Proposed regulations on transition tax for foreign earnings (Notice 2018 – 26) include rules intended to prevent the avoidance of section 965, rules and procedures relating to certain special elections under section 965, and guidance on the reporting and payment of the transition tax. The notice also provides relief to taxpayers from certain estimated tax requirements and penalties arising from the enactment of the transition tax and the change to existing stock attribution rules in the new law.
Notice 2018-29 provides guidance regarding the withholding on the transfer of non-publicly traded partnership interests. The new law treats a foreign taxpayer’s gain or loss on the sale or exchange of a partnership interest as effectively connected with the conduct of a trade or business in the United States to the extent that gain or loss would be treated as effectively connected with the conduct of a trade or business in the United States if the partnership sold all of its assets.
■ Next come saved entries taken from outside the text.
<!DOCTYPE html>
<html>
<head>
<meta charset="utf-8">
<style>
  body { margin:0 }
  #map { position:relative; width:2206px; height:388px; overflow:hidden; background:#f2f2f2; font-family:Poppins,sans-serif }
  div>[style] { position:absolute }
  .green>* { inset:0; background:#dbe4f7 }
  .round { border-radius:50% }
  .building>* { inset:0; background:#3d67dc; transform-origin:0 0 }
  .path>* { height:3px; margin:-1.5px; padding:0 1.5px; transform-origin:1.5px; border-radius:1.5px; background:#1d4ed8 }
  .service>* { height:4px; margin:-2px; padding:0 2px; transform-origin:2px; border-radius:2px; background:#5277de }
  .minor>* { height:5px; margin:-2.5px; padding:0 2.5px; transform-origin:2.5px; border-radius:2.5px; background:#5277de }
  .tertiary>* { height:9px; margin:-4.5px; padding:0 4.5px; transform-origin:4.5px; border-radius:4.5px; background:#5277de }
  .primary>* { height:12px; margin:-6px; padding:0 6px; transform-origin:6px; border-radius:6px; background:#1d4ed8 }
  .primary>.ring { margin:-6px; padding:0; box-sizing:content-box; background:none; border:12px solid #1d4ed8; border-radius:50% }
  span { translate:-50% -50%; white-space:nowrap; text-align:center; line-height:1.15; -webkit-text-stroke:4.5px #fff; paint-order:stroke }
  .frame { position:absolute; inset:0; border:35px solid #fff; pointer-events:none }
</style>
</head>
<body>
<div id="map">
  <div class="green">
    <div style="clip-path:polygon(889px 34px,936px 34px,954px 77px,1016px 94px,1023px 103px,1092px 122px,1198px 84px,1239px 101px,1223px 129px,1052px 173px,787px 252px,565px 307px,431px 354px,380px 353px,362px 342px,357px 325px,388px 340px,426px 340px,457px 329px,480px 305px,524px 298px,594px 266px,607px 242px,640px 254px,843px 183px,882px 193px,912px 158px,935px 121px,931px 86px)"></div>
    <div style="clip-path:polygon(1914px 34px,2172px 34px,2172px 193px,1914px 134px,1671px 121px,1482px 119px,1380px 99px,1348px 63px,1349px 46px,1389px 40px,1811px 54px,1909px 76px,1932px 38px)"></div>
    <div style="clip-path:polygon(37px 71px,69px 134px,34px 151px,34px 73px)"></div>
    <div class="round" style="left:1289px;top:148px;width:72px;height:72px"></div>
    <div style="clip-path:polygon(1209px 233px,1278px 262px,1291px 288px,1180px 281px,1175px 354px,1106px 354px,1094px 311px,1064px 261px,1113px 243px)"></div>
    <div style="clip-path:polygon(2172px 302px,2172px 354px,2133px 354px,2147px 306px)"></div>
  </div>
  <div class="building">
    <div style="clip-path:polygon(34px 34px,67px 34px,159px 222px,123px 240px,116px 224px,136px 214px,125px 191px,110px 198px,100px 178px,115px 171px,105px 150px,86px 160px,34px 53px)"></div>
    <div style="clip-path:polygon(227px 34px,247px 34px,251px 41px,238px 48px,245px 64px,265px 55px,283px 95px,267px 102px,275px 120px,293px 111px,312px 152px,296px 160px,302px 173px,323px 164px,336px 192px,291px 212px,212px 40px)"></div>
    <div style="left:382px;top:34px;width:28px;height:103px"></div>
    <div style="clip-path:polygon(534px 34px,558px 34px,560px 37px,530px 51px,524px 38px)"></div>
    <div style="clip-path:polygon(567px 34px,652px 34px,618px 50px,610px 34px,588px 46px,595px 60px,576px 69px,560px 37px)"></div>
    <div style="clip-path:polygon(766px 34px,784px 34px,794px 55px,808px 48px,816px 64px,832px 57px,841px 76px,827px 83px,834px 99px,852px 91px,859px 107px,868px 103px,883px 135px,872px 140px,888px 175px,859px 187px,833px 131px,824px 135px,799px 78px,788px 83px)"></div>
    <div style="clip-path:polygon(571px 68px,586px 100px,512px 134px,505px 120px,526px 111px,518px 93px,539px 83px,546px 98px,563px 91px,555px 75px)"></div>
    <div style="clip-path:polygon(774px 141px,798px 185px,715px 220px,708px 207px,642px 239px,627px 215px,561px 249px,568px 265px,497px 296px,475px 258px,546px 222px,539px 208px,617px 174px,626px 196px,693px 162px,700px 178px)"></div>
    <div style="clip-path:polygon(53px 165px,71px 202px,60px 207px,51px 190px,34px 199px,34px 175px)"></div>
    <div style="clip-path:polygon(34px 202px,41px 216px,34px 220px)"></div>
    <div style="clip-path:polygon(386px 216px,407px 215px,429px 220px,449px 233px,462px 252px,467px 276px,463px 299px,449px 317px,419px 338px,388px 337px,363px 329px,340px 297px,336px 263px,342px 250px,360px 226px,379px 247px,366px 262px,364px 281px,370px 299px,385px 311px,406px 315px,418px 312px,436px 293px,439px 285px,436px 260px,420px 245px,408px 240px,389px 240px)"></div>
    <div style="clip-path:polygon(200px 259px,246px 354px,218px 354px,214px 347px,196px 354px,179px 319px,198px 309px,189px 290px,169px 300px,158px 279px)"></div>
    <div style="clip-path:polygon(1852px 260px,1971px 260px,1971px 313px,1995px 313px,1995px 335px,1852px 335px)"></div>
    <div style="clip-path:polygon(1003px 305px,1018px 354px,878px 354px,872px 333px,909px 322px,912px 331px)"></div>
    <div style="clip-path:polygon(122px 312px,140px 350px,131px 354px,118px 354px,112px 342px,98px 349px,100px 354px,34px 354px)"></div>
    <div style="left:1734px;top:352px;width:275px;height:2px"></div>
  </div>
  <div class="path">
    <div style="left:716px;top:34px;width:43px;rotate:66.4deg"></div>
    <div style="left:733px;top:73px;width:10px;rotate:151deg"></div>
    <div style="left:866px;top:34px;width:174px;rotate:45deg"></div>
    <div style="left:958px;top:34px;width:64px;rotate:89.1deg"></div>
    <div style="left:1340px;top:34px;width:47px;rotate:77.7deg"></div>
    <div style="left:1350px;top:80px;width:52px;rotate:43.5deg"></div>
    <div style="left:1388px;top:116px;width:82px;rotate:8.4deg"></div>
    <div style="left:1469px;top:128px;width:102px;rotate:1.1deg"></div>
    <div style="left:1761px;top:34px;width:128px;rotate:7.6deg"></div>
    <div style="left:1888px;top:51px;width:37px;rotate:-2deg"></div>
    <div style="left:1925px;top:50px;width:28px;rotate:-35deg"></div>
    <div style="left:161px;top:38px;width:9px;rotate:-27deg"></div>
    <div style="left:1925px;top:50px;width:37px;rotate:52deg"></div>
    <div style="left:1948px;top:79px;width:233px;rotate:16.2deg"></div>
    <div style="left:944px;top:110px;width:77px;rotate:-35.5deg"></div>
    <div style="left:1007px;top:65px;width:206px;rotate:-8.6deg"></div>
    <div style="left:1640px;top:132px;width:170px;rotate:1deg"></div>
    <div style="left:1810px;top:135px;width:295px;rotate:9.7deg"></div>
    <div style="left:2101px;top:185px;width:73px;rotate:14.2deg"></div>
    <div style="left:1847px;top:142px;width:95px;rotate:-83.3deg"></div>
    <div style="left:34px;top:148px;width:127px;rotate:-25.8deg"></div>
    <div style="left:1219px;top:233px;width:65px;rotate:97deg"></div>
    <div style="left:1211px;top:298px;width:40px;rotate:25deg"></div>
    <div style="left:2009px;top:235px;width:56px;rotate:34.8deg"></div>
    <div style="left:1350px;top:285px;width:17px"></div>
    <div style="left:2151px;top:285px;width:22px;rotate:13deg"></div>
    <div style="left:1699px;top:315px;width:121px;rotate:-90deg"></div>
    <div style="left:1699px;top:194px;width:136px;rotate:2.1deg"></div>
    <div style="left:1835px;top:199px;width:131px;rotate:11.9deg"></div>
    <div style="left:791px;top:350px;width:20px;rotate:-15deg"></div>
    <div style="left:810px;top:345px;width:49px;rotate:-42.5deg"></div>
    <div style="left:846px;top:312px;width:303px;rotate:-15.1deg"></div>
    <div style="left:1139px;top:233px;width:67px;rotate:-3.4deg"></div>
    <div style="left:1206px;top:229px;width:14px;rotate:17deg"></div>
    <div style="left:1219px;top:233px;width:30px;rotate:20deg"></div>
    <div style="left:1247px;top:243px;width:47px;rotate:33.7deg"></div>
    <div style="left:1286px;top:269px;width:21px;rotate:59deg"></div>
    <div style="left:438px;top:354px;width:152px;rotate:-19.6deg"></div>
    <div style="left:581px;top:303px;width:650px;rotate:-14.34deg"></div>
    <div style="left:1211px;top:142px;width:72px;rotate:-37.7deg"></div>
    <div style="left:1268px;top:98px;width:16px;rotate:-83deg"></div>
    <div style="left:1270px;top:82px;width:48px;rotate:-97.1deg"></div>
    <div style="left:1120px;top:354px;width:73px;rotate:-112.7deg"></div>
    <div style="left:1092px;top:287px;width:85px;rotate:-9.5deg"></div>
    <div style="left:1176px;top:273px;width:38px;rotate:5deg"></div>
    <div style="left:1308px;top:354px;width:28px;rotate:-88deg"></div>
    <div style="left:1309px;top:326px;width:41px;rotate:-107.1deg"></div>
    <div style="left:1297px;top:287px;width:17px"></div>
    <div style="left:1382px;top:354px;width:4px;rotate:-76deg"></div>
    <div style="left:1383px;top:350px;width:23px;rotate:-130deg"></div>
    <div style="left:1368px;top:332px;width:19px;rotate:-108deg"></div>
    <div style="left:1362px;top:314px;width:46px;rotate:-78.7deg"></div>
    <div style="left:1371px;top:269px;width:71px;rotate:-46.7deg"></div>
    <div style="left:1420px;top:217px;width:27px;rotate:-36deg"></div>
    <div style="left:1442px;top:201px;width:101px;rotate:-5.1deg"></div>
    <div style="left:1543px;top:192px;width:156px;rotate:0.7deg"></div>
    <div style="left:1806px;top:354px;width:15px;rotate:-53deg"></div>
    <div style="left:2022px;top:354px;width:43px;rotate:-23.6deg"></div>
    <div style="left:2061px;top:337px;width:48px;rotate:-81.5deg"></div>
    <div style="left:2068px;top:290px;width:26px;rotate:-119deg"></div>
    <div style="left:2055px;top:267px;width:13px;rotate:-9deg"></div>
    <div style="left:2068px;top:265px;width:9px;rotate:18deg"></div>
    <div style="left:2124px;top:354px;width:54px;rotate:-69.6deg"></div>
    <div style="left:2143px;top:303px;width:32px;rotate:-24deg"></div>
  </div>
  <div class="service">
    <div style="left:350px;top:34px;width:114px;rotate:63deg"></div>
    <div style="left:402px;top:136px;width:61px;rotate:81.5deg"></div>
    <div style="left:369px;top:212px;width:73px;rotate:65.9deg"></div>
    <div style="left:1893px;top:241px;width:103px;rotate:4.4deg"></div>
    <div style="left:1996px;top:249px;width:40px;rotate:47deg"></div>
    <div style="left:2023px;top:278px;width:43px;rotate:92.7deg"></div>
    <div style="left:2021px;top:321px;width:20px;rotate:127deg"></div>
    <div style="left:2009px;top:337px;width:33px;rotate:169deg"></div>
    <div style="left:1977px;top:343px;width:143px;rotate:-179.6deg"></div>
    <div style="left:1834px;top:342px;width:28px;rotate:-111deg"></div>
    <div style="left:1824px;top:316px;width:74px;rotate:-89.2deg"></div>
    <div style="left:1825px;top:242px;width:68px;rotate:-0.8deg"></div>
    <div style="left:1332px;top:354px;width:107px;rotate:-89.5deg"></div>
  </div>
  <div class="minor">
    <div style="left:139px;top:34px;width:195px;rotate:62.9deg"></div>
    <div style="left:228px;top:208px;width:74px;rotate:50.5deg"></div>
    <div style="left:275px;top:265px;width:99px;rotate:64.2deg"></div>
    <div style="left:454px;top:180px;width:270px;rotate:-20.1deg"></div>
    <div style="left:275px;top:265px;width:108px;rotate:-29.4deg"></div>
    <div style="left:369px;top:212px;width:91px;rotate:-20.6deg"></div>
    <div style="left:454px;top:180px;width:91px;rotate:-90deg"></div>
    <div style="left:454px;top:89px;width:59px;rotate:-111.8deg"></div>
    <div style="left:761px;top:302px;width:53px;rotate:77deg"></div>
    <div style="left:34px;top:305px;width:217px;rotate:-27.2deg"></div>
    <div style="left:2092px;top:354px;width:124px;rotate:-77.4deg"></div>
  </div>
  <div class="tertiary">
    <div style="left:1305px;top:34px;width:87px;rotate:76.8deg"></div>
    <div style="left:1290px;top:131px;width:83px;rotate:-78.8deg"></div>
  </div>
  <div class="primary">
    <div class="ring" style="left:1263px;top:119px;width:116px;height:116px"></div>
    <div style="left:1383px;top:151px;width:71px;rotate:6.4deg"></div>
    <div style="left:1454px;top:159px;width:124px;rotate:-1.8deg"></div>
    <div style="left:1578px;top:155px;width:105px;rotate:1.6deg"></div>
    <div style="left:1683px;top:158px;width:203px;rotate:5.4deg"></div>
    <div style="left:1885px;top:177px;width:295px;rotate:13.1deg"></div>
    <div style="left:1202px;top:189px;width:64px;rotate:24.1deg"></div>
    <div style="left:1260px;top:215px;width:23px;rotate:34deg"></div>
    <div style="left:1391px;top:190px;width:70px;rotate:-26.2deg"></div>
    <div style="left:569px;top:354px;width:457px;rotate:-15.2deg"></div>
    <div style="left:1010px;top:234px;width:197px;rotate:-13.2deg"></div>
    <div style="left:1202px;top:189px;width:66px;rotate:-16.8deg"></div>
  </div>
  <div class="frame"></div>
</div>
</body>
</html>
The new law also imposes a withholding tax on the disposition of a partnership interest by a foreign taxpayer.
Notice 2018 - 28 addresses computing the business interest expense limitation the law. In general, newly amended section 163(j) of the Internal Revenue Code imposes a limitation on deductions for business interest incurred by certain large businesses. For most large businesses, business interest expense is limited to any business interest income plus 30 percent of the business’ adjusted taxable income.